ABOUT THIS TASK: Copy out every line from the records that includes "canvas".

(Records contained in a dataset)
+++

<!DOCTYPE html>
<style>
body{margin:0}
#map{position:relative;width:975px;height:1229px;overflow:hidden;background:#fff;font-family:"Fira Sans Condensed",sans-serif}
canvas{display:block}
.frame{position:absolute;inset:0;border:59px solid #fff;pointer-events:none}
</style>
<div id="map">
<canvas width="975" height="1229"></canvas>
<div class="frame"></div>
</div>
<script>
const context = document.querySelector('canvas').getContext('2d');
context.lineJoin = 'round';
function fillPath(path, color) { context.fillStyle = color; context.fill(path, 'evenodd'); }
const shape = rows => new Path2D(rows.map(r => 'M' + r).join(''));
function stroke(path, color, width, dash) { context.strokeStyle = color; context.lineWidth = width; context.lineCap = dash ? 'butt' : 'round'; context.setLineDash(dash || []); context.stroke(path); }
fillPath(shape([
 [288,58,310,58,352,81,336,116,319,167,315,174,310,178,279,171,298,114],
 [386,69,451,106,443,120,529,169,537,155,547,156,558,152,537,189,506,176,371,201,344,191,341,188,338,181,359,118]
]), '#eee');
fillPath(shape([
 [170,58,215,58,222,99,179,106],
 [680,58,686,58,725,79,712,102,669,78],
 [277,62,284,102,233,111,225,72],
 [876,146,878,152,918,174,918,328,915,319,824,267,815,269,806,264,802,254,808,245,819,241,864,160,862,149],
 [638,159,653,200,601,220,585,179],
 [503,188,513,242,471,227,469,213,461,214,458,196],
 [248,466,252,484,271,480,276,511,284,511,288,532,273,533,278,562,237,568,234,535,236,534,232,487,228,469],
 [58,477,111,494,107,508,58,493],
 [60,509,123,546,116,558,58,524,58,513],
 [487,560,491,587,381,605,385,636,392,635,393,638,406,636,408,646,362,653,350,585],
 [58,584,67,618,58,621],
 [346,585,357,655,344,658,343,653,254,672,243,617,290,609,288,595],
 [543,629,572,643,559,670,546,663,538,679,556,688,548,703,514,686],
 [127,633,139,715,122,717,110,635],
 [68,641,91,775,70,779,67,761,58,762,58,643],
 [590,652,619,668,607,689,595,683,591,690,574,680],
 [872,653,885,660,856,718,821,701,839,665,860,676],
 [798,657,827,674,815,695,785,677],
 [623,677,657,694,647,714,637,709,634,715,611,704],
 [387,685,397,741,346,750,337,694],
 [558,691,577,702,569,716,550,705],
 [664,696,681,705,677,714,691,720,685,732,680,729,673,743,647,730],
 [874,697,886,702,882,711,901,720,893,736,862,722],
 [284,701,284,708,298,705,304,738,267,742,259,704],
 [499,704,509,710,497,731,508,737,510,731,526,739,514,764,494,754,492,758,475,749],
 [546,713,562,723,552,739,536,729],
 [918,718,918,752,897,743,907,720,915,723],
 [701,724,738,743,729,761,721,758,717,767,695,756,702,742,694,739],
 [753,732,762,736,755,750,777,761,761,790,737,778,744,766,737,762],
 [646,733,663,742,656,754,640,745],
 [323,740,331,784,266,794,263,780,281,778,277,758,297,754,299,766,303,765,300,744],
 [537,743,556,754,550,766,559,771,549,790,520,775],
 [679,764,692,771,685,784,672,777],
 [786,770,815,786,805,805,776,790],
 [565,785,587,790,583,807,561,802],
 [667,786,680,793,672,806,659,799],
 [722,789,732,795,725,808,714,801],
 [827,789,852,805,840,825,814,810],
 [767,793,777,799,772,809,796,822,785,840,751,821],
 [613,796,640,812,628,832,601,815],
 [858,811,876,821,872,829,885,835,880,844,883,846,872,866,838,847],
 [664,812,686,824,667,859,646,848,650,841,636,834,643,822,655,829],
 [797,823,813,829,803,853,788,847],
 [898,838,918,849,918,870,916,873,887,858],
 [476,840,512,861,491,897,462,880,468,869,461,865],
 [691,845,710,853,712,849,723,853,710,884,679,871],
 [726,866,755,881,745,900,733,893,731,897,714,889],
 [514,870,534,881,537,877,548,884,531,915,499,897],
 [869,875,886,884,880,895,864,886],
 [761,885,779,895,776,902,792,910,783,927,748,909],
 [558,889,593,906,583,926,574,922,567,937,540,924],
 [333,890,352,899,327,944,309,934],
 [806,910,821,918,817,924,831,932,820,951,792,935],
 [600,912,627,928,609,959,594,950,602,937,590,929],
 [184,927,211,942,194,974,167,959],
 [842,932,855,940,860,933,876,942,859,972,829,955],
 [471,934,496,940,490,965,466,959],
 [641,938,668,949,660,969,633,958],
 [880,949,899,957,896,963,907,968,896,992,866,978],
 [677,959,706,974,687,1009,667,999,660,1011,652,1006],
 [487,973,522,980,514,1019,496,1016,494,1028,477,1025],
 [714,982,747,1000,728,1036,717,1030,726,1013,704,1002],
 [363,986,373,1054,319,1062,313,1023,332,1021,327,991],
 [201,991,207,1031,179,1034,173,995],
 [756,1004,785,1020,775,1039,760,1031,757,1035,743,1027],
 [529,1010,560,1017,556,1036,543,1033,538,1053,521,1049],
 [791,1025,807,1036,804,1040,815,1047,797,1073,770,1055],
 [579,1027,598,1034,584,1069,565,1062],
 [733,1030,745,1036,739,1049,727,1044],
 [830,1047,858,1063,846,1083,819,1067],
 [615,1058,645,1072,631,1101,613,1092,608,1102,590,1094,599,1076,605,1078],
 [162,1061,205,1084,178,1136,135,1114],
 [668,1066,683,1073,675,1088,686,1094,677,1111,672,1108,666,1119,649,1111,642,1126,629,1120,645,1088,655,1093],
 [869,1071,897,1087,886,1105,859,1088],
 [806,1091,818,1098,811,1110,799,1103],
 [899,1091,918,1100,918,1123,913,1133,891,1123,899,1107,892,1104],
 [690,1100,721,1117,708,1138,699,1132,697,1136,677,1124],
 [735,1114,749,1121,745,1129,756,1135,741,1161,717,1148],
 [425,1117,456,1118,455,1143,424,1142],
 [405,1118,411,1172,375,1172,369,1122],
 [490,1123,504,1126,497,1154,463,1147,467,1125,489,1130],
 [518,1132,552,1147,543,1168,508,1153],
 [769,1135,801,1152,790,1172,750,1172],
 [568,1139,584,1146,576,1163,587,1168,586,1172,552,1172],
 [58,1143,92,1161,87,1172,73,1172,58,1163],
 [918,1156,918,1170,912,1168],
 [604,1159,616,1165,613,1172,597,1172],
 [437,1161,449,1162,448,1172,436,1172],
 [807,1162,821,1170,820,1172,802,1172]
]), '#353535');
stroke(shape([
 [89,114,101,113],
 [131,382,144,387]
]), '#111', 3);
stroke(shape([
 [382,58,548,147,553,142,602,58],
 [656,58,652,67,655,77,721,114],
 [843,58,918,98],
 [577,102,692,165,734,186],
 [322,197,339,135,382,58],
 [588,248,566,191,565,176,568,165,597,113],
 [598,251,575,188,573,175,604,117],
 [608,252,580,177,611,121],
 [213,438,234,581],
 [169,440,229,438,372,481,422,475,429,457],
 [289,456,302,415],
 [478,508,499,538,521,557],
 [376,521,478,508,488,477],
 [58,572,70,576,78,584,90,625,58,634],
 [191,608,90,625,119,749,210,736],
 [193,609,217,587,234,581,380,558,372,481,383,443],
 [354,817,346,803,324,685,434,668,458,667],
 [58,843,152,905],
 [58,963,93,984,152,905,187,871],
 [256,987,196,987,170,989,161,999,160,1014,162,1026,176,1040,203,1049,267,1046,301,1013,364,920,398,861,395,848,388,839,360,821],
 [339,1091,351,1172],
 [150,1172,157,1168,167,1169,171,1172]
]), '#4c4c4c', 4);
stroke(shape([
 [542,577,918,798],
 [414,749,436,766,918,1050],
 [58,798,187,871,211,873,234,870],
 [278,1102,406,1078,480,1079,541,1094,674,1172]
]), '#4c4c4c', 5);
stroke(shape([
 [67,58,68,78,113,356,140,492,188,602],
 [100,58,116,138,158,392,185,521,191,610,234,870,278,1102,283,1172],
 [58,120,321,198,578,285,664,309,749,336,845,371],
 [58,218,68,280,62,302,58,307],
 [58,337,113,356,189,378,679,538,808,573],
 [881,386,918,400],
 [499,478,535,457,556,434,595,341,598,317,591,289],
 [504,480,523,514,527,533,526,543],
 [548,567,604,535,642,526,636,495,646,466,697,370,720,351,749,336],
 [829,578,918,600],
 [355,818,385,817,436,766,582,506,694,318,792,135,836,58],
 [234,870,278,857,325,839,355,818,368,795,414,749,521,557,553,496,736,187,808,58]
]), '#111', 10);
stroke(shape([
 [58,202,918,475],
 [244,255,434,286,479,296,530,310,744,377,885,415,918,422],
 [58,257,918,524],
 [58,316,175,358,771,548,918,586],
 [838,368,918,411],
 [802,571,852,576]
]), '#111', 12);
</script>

+++

ANSWER BELOW:
canvas{display:block}
<canvas width="975" height="1229"></canvas>
const context = document.querySelector('canvas').getContext('2d');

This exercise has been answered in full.